Son las ironías de la época. Los guerreros feroces de la lucha de clases cobrándole impuestos a la agricultura de subsistencia, bajo el negocio global de la prohibición alimentado por el hastío de las sociedades opulentas. Cuatro caras del nihilismo contemporáneo, que con las sobras del confort industrial financia la avidez de riqueza de las sociedades postergadas y paga la supervivencia de los pobres con la sangre de los excluidos.
¿Está Obama de verdad interesado en la paz de Colombia? Si así fuera, podría dejar un legado aún más audaz que la reconciliación con Cuba, más estratégico que el pacto con Irán, tan visionario como el control de las emisiones de gases de efecto invernadero. Podría prevenir el desmoronamiento de la precaria institucionalidad que hoy resiste en América Latina, garantizando un vecindario más estable para sus ciudadanos, y deteniendo la presión violenta de un mundo acorralado contra la frontera norte de México, la frontera más convulsiva del planeta.
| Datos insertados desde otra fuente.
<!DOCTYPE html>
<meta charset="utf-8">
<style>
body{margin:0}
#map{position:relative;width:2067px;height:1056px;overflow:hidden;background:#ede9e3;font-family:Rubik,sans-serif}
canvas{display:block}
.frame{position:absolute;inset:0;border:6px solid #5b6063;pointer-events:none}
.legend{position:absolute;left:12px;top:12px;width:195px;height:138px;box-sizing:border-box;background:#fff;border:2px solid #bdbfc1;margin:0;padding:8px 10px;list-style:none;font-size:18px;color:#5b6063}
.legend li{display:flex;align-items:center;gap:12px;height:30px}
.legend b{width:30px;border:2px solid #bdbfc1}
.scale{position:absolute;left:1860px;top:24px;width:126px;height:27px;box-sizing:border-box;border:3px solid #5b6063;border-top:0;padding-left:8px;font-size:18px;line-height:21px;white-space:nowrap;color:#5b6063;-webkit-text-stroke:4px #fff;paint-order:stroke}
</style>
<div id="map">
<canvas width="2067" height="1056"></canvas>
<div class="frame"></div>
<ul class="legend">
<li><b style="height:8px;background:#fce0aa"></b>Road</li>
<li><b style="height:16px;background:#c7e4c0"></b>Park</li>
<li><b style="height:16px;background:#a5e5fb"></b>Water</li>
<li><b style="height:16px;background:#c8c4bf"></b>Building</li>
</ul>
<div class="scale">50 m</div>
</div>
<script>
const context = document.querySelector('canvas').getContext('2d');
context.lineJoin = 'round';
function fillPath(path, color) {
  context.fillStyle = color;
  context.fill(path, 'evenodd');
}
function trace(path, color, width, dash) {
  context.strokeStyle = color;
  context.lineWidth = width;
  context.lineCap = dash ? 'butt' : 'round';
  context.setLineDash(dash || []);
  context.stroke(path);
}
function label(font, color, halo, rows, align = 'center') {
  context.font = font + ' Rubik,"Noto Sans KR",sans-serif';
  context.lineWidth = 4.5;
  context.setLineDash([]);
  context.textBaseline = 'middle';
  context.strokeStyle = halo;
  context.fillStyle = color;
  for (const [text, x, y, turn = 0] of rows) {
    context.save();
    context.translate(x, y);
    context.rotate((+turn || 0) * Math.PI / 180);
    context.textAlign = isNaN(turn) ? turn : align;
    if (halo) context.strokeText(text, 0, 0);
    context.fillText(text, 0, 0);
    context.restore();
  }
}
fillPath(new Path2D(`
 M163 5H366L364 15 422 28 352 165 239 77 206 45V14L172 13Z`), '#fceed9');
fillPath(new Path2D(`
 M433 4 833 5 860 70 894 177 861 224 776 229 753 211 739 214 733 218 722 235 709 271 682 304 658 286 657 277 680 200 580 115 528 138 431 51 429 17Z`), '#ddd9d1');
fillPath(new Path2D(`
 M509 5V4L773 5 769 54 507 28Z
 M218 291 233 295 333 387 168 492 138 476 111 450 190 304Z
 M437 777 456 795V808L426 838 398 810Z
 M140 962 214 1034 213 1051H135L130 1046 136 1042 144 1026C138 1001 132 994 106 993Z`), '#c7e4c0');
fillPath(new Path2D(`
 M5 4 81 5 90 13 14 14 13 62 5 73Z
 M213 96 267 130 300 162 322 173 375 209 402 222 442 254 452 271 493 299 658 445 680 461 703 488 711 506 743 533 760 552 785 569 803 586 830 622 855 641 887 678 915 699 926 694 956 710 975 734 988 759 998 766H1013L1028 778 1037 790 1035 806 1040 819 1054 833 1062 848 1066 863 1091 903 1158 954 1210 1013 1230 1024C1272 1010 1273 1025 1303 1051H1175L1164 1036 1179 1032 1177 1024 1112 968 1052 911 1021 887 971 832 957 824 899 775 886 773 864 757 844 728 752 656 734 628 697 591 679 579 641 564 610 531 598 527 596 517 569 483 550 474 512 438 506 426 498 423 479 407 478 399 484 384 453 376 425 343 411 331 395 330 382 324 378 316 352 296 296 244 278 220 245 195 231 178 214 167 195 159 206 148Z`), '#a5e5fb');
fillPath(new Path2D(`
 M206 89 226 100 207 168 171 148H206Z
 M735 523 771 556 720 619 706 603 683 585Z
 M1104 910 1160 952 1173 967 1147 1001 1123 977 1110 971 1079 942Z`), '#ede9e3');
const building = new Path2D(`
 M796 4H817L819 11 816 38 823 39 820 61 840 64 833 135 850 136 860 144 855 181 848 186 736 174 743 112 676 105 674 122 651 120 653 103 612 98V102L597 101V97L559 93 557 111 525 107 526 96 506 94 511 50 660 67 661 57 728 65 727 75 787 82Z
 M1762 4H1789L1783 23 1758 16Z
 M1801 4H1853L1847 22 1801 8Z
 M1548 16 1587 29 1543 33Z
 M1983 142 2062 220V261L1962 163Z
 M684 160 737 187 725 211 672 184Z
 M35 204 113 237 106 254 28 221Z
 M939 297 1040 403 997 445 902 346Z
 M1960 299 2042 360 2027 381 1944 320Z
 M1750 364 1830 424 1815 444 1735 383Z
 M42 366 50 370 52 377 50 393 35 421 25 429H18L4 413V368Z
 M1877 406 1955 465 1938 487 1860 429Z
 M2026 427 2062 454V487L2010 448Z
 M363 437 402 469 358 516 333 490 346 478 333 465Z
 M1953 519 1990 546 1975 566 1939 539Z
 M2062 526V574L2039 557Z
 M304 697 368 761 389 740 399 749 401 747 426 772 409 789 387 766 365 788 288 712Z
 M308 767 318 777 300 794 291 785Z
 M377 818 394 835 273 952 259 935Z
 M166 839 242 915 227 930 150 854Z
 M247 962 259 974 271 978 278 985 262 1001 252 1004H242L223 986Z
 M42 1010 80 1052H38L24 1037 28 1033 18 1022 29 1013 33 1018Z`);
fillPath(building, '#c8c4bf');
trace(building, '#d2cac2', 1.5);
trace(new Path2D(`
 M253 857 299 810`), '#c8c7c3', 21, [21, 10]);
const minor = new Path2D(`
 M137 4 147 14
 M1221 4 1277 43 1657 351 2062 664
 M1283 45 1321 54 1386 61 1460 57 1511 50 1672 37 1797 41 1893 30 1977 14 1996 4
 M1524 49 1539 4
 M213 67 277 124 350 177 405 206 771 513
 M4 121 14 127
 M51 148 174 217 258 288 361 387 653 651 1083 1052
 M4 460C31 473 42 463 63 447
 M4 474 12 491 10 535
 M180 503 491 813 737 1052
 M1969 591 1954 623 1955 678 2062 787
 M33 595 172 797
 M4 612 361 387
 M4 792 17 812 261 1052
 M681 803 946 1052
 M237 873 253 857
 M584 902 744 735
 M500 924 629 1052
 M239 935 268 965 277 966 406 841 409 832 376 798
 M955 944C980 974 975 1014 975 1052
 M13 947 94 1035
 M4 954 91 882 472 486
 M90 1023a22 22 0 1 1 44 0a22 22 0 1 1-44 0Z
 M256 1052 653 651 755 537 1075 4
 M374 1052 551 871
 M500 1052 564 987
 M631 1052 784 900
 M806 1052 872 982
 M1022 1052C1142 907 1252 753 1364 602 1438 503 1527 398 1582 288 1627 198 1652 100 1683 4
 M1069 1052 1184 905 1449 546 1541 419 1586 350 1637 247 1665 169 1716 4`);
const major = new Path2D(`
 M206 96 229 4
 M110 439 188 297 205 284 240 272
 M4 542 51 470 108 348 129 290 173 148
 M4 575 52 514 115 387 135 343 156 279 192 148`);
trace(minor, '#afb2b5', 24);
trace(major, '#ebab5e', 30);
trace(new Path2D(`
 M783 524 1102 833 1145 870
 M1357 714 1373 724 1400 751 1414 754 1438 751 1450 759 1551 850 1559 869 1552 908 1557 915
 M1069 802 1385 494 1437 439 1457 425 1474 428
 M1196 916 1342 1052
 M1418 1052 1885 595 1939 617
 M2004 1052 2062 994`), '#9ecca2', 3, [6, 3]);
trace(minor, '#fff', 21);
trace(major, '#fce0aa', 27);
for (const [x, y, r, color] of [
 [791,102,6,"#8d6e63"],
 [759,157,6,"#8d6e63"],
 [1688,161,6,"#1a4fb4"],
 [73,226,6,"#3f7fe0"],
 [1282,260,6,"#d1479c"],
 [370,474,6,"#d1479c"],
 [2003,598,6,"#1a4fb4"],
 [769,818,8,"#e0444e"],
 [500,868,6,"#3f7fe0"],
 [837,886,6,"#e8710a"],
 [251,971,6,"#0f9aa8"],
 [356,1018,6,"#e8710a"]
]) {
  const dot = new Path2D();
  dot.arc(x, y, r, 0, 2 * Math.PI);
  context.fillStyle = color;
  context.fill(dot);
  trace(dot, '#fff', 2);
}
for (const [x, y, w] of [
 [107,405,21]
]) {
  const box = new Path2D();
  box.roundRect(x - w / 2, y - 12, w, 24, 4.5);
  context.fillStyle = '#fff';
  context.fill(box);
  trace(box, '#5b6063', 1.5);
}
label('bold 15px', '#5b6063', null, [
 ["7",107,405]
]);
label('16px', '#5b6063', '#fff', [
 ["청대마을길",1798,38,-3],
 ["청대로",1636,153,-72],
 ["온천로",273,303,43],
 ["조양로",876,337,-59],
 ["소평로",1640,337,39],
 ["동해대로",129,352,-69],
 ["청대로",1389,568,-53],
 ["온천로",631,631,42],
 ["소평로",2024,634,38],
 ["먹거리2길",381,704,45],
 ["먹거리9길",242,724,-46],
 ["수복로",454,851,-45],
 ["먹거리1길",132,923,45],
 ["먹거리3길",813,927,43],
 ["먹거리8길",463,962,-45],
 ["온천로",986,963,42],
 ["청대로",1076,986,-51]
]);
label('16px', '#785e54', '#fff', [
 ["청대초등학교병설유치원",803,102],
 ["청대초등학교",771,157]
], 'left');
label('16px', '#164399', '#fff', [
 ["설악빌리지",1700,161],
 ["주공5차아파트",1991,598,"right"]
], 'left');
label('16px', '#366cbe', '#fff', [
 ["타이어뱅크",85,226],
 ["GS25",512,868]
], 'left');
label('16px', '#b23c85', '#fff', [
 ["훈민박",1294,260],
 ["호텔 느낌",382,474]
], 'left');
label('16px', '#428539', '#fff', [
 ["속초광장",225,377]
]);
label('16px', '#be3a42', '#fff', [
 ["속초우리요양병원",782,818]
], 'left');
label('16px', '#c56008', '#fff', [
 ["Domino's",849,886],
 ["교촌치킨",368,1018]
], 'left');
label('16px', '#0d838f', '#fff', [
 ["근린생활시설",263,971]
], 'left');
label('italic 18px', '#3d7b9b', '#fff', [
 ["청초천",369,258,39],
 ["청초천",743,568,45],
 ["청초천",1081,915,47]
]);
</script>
Y para ello no tiene que legalizar, cosa que no está en las manos de ningún presidente, sino abrir el debate al más alto nivel sobre las conveniencias de la despenalización de la droga para poner fin al poder corruptor de las mafias. El debate sensibilizará a la población mundial y abrirá el espacio a la voz de los sabios.
¿Está el papa Francisco interesado en la paz de Colombia, de México, de Brasil, de Argentina? Podría hacer un llamado a la reflexión sobre maneras más humanas de manejar el asunto de las drogas, donde imperen la comprensión y la lucidez sobre la intolerancia y la guerra. Un llamado a diferenciar la moralidad del moralismo.
No hay guerrillas en Sinaloa, ni en las favelas de Río, ni en las rancherías de Caracas. Ya no hay guerrillas en El Salvador. El fin de las guerrillas colombianas es urgente, pero no nos librará del destino del continente. El debate sobre la legalización de la droga debe formar parte de todos los diálogos de paz.